Isabelle Thorpe (born 4 March 2001) is a British synchronised swimmer. She competed in the women's duet event at the 2020 Summer Olympics held in Tokyo, Japan. She also represented Great Britain at the 2017 World Aquatics Championships in Budapest, Hungary and at the 2019 World Aquatics Championships in Gwangju, South Korea. She also competed at the 2022 World Aquatics Championships in Budapest, Hungary.
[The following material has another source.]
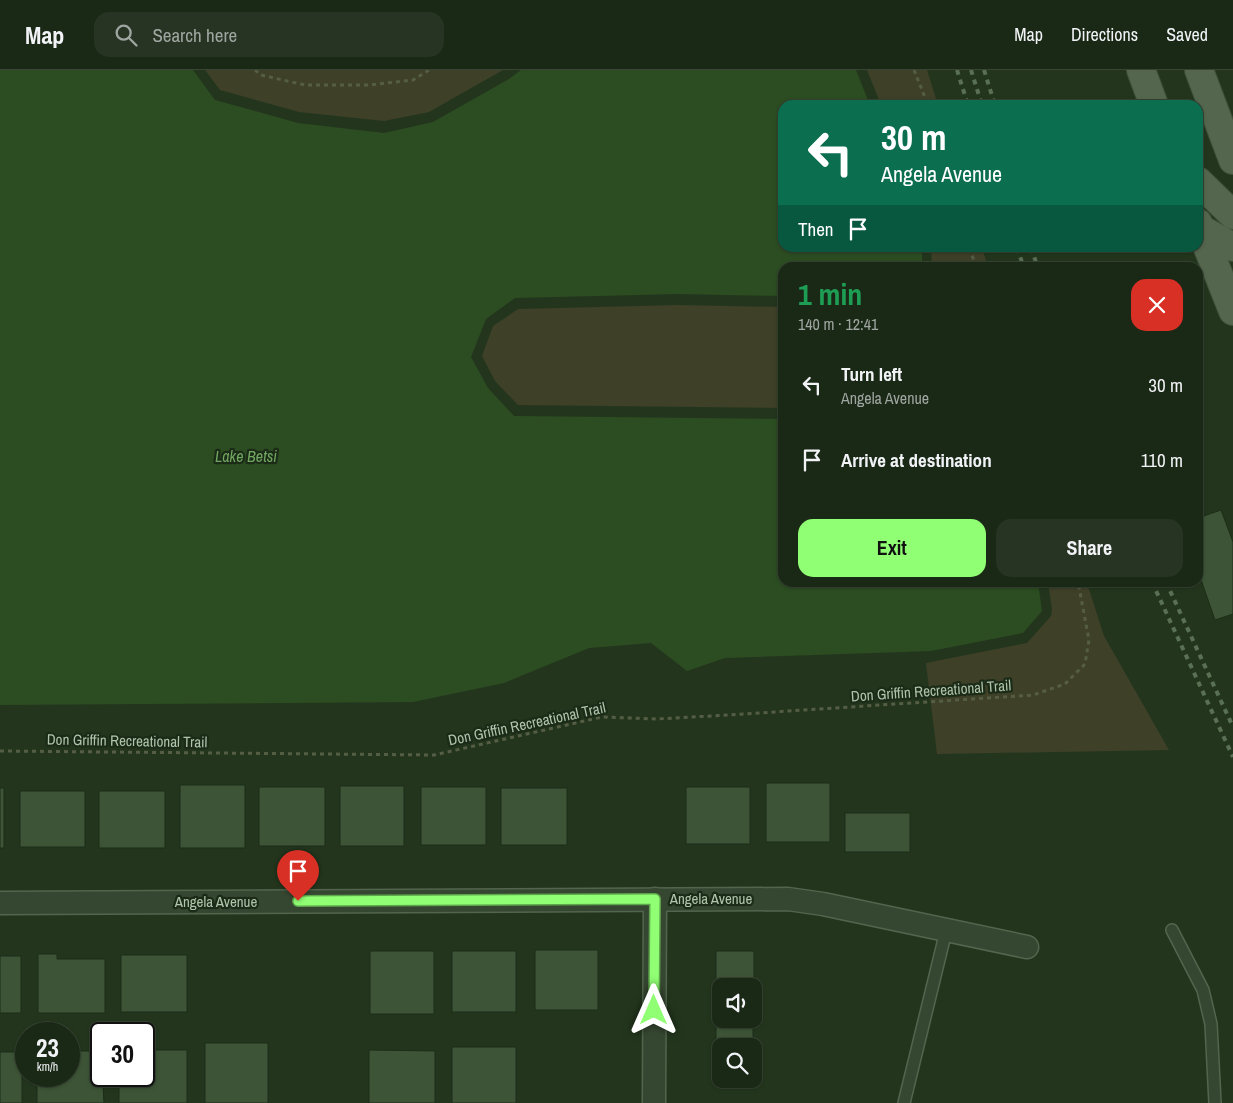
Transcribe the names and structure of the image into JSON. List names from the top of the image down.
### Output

She trains at the City of Bristol Swimming Club.

At the 2019 World Aquatics Championships, Thorpe and Kate Shortman competed in the duet technical routine and duet free routine and they finished in 14th place in the preliminary round in both events.

In 2021, she competed in the duet free routine and duet technical routine events at the 2020 European Aquatics Championships held in Budapest, Hungary. Thorpe and Kate Shortman finished in 9th place in the duet technical routine at the 2022 World Aquatics Championships held in Budapest, Hungary.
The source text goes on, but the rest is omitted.